You posted a picture of yourself on a court, playing tennis. You look like you've got all your limbs. You have eye glasses. Without insult, you look like you eat. You have shoes. You have clothes...even some just for sport. You are enjoying recreation, and are holding a tennis racquet in your hands that probably could be parlayed into a couple of corrugated roofs to shelter families in Colombia or enough medicine to cure a half dozen Africans of river blindness...

So what was your question, again?
I've tried for years to find happiness and am convinced it doesn't exist in this world.

Was there somebody who promised you you'd be happy in this world?
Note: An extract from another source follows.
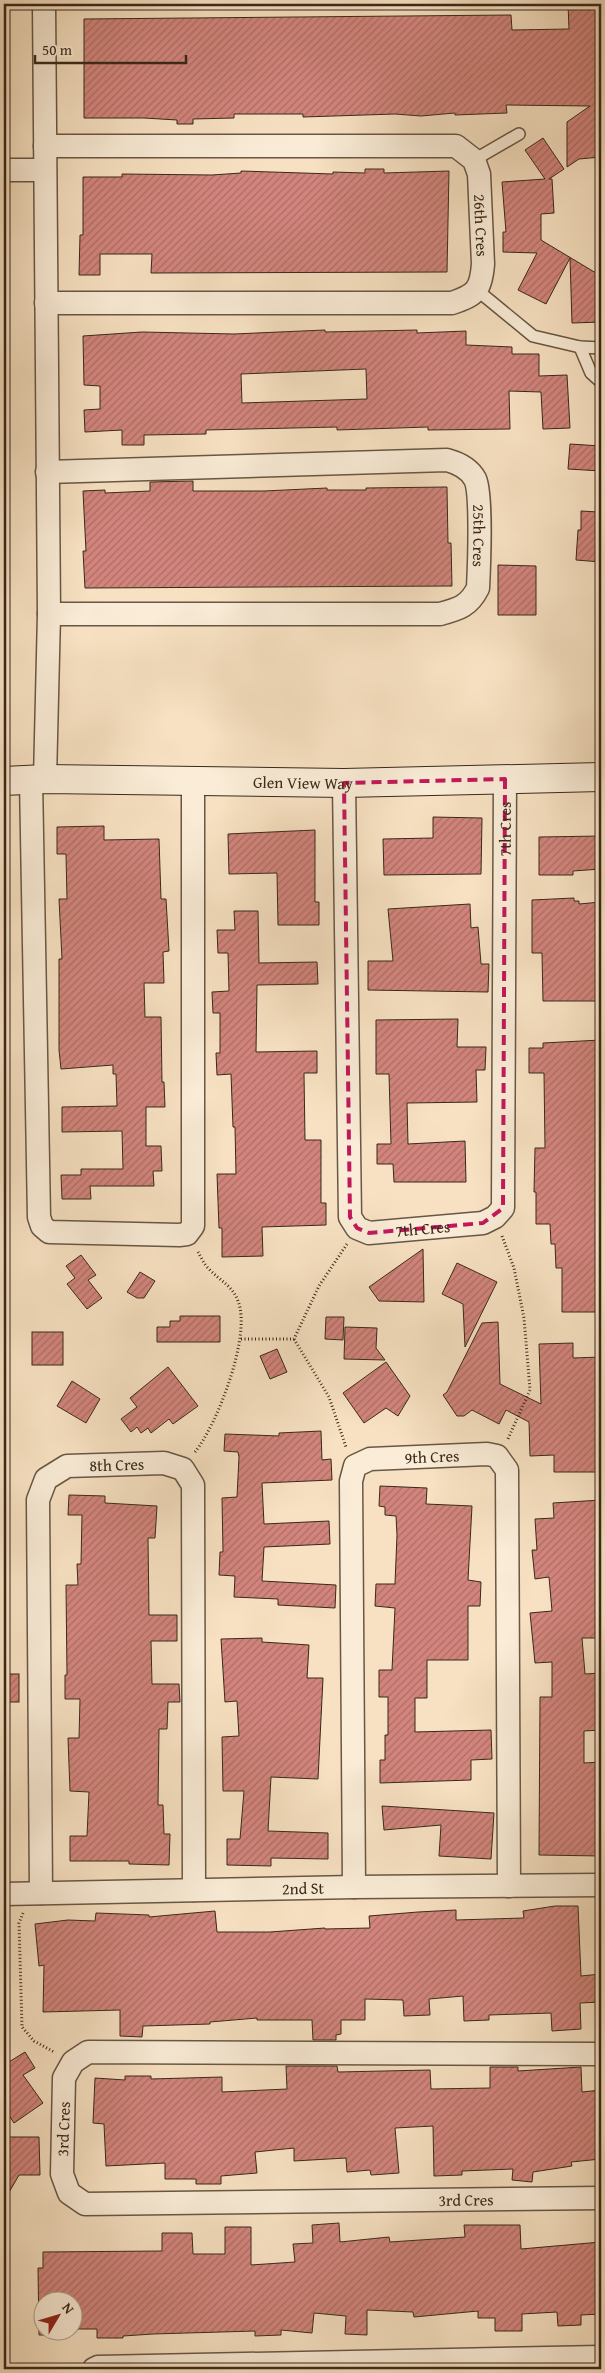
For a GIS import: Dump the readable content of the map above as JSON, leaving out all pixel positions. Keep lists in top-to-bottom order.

Well, I'm sure you know that happiness is not a thing one can "find". It's a byproduct. It comes when one is finding one's life significant and meaningful in some way, or when one feels loved and secure. When one is not finding happiness, it's invariably because something else is out-of-sorts in one's life. Being unhappy is then a symptom, but not a description of the root condition.

So, Gary, the real question is, what is missing from your life?
I've tried embracing God but it hasn't solved anything either. I'm just as lonely and miserable now as I was before giving religion a try.
I don't recommend "religion" to anyone, for precisely that reason. Religion is man's attempt to engineer some sort of "deal" with God, on his own terms. That never works. At best, it anaesthetizes one to the lack of a real relationship with God. At worst, it makes one merely a zealot.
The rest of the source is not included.